(ASSIGNMENT) Using the listing below, copy every line that mentions "controls".

(GIVEN RECORDS)
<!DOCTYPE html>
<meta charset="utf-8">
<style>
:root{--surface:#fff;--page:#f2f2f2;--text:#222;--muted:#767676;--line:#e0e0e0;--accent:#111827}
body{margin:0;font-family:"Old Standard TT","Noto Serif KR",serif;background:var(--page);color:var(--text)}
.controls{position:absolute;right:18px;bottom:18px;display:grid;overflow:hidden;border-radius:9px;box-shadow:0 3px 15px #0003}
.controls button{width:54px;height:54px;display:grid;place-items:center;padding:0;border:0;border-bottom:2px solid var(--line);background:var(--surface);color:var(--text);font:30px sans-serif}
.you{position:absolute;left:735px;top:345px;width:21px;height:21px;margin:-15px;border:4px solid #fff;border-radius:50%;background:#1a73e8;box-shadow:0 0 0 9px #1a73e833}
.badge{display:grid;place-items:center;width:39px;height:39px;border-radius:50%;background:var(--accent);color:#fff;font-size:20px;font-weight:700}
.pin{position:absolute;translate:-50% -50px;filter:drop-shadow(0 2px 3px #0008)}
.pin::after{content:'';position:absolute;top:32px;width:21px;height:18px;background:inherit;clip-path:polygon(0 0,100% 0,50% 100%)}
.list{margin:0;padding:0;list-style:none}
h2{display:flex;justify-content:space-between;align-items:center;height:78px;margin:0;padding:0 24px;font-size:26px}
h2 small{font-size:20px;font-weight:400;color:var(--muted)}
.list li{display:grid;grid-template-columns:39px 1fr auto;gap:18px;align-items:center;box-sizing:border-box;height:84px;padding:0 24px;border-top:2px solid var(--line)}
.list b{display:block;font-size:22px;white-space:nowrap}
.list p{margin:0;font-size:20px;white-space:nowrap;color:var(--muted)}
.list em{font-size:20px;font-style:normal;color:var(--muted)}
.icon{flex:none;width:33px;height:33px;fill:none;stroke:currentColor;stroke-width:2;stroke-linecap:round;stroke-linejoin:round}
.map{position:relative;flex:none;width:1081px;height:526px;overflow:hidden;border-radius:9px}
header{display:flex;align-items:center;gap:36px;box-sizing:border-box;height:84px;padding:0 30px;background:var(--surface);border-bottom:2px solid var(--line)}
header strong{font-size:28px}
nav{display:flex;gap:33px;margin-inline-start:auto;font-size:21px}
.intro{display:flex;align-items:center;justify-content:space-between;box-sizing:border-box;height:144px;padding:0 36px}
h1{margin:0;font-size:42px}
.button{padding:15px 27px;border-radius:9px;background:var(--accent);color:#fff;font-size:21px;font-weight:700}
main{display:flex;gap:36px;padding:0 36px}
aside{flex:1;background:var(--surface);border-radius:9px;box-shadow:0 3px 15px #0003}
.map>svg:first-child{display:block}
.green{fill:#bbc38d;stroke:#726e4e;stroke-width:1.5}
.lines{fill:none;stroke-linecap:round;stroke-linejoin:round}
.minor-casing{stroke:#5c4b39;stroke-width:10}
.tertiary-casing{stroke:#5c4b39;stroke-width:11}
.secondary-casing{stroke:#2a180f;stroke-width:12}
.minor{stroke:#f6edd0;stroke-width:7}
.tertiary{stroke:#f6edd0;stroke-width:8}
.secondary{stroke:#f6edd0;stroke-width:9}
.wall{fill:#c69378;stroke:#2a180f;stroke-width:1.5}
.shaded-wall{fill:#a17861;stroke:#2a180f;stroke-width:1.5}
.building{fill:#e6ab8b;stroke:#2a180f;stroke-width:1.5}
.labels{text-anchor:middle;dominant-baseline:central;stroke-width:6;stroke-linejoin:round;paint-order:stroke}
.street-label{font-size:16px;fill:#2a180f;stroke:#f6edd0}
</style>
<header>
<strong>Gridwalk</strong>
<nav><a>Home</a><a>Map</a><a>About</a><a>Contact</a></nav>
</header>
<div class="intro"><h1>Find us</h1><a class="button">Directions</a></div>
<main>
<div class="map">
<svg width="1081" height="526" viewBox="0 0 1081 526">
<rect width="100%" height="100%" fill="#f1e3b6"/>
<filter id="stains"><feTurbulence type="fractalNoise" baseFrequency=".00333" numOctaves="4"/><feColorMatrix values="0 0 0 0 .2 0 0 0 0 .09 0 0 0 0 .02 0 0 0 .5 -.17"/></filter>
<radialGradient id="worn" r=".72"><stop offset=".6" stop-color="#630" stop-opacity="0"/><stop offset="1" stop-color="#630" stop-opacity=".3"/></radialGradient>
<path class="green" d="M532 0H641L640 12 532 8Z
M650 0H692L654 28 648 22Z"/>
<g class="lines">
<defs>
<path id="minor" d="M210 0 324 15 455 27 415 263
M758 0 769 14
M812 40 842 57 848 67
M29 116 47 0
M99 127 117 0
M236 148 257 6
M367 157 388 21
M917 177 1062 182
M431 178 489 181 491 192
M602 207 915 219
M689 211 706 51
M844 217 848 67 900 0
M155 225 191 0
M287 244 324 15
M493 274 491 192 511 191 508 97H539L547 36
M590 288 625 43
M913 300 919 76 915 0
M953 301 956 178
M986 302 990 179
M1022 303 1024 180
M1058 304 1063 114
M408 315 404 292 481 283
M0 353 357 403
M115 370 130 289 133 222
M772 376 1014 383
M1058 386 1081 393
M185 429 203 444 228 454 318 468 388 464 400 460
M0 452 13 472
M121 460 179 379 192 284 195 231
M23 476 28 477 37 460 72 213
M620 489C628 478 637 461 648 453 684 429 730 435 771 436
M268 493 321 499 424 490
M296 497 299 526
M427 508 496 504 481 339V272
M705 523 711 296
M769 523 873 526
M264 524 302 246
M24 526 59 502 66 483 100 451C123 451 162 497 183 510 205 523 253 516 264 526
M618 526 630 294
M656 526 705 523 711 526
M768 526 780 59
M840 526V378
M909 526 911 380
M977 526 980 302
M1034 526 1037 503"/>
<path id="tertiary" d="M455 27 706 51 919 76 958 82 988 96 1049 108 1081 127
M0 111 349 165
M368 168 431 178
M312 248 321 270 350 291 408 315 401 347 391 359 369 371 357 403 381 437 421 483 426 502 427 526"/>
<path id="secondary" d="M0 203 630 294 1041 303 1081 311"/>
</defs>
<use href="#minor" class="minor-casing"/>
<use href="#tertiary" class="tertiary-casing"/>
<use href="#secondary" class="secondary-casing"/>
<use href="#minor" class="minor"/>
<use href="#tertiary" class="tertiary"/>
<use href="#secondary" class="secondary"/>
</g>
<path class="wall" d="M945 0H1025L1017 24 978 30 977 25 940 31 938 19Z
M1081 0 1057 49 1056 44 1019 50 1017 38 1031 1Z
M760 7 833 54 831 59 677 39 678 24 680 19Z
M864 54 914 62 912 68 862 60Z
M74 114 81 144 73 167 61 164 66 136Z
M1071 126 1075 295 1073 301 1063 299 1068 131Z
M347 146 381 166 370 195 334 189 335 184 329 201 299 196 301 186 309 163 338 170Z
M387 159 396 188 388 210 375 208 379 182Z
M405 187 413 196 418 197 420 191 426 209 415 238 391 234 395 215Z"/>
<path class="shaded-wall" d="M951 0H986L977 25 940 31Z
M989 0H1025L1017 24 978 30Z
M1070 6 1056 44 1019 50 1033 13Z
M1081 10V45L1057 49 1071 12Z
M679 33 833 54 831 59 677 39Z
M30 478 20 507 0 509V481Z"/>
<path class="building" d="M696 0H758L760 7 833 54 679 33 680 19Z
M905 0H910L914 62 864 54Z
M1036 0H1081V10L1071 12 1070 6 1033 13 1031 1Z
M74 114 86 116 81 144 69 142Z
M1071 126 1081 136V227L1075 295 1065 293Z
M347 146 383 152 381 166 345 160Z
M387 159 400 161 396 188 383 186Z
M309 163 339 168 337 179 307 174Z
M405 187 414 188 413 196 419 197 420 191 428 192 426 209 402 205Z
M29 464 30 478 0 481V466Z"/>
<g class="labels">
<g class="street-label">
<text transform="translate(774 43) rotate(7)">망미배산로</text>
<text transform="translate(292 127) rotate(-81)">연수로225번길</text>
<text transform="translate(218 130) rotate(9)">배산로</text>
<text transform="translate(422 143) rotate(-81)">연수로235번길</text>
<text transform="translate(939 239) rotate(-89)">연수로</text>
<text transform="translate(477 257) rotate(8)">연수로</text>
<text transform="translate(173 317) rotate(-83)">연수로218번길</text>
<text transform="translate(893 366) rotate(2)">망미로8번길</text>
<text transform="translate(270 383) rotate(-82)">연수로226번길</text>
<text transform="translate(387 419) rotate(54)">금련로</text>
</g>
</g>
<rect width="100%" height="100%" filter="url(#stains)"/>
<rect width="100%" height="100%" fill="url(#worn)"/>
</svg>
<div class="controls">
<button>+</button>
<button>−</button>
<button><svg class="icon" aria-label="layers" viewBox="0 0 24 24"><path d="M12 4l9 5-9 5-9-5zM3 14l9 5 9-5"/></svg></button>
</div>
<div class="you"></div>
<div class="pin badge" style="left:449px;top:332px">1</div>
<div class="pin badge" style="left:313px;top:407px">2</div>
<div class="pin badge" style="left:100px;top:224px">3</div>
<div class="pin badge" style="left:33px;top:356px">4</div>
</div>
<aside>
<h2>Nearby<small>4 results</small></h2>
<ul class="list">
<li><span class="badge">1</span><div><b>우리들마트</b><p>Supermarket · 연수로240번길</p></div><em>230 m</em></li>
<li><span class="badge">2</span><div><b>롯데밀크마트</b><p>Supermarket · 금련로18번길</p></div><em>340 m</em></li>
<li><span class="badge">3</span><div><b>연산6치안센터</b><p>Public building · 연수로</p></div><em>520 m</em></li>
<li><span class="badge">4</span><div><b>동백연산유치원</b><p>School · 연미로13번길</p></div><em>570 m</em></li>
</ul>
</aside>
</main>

(SOLUTION FOR THIS PROBLEM)
.controls{position:absolute;right:18px;bottom:18px;display:grid;overflow:hidden;border-radius:9px;box-shadow:0 3px 15px #0003}
.controls button{width:54px;height:54px;display:grid;place-items:center;padding:0;border:0;border-bottom:2px solid var(--line);background:var(--surface);color:var(--text);font:30px sans-serif}
<div class="controls">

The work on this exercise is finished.